Directions for this task:
Nothing but the text belongs in the answer: the listing below, copied exactly, without pictures.

Recorded data:
[Start of section]

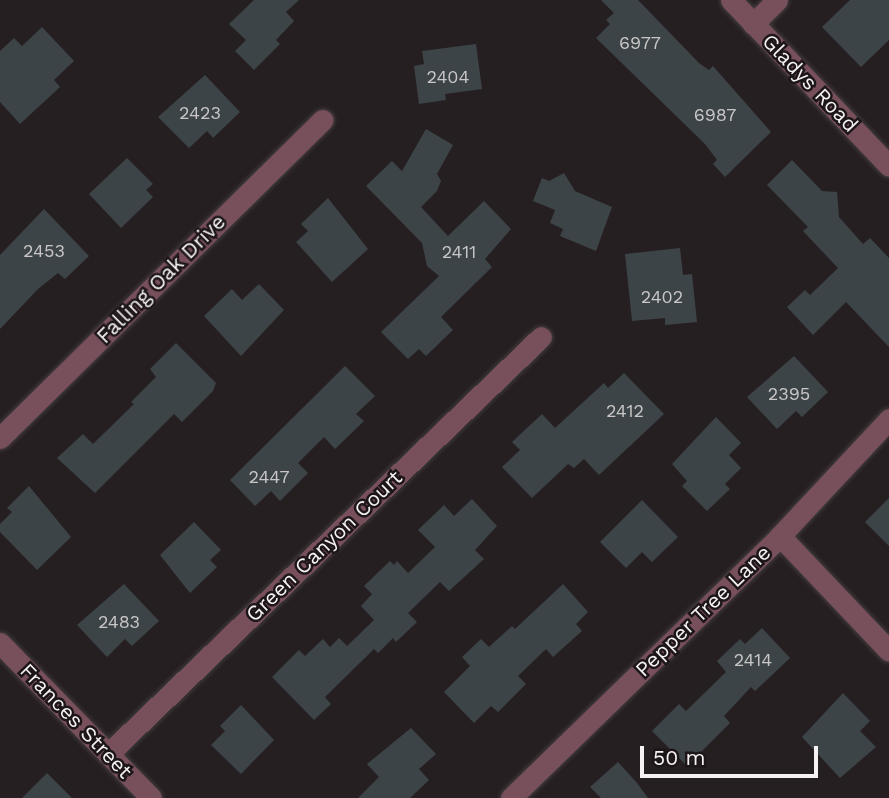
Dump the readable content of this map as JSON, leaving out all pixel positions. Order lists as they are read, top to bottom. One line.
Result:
{"streets":{"street":["Gladys Road","Falling Oak Drive","Green Canyon Court","Pepper Tree Lane","Frances Street"]},"crossings":[["Green Canyon Court","Frances Street"]],"house_numbers":["6977","2404","2423","6987","2453","2411","2402","2395","2412","2447","2483","2414"],"scale_bar":"50 m"}
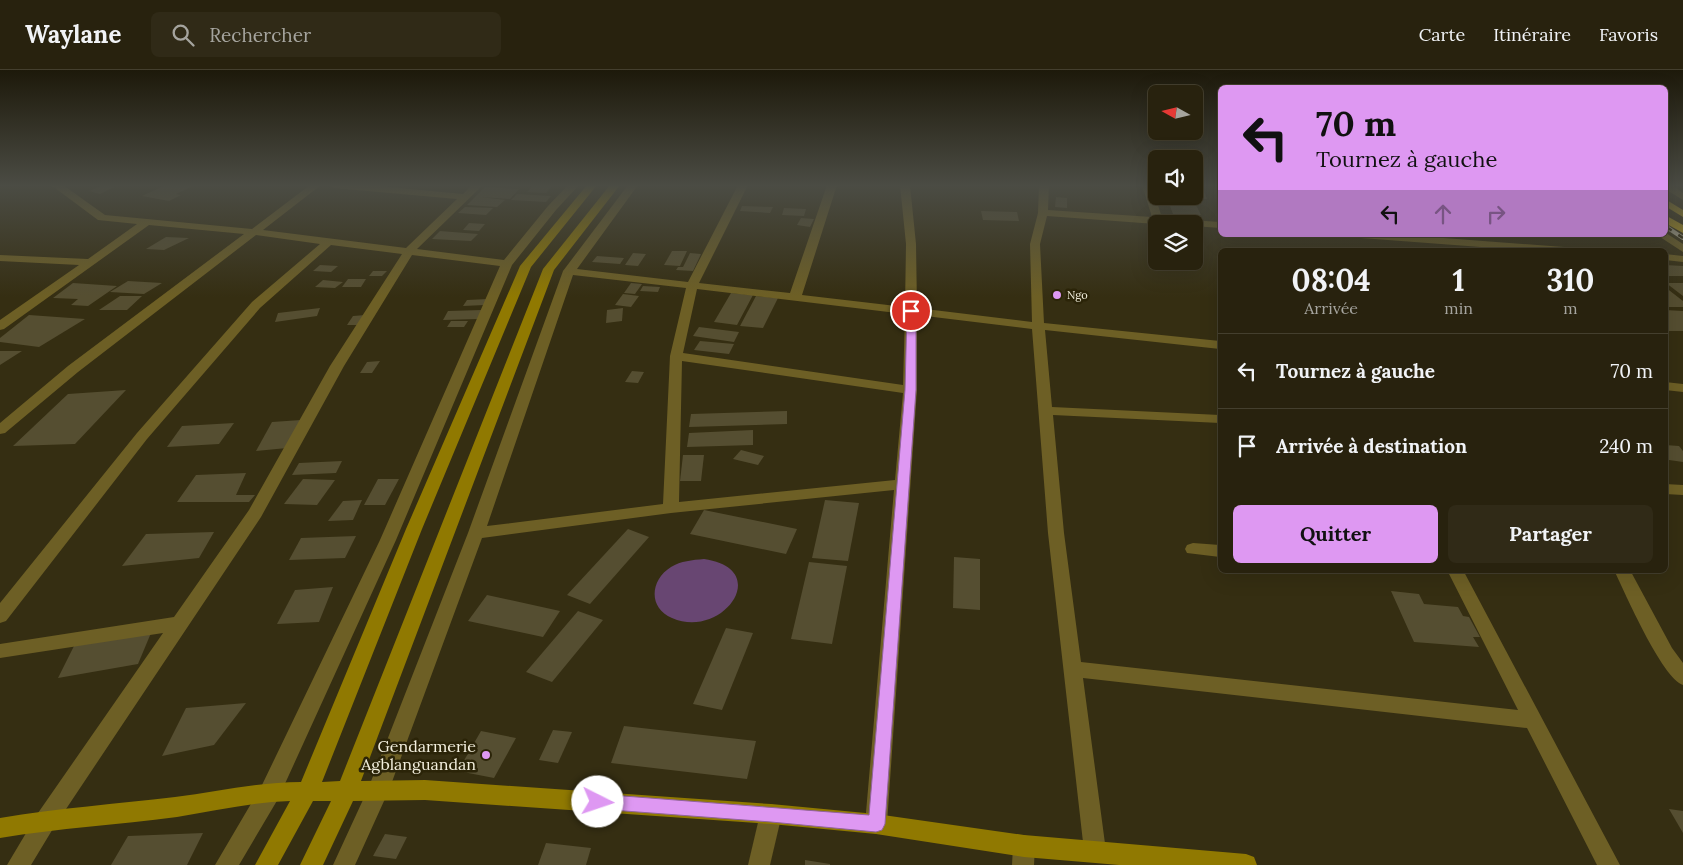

[End of section]

Answer area:
Dump the readable content of this map as JSON, leaving out all pixel positions. Order lists as they are read, top to bottom. One line.
Result:
{"streets":{"street":["Gladys Road","Falling Oak Drive","Green Canyon Court","Pepper Tree Lane","Frances Street"]},"crossings":[["Green Canyon Court","Frances Street"]],"house_numbers":["6977","2404","2423","6987","2453","2411","2402","2395","2412","2447","2483","2414"],"scale_bar":"50 m"}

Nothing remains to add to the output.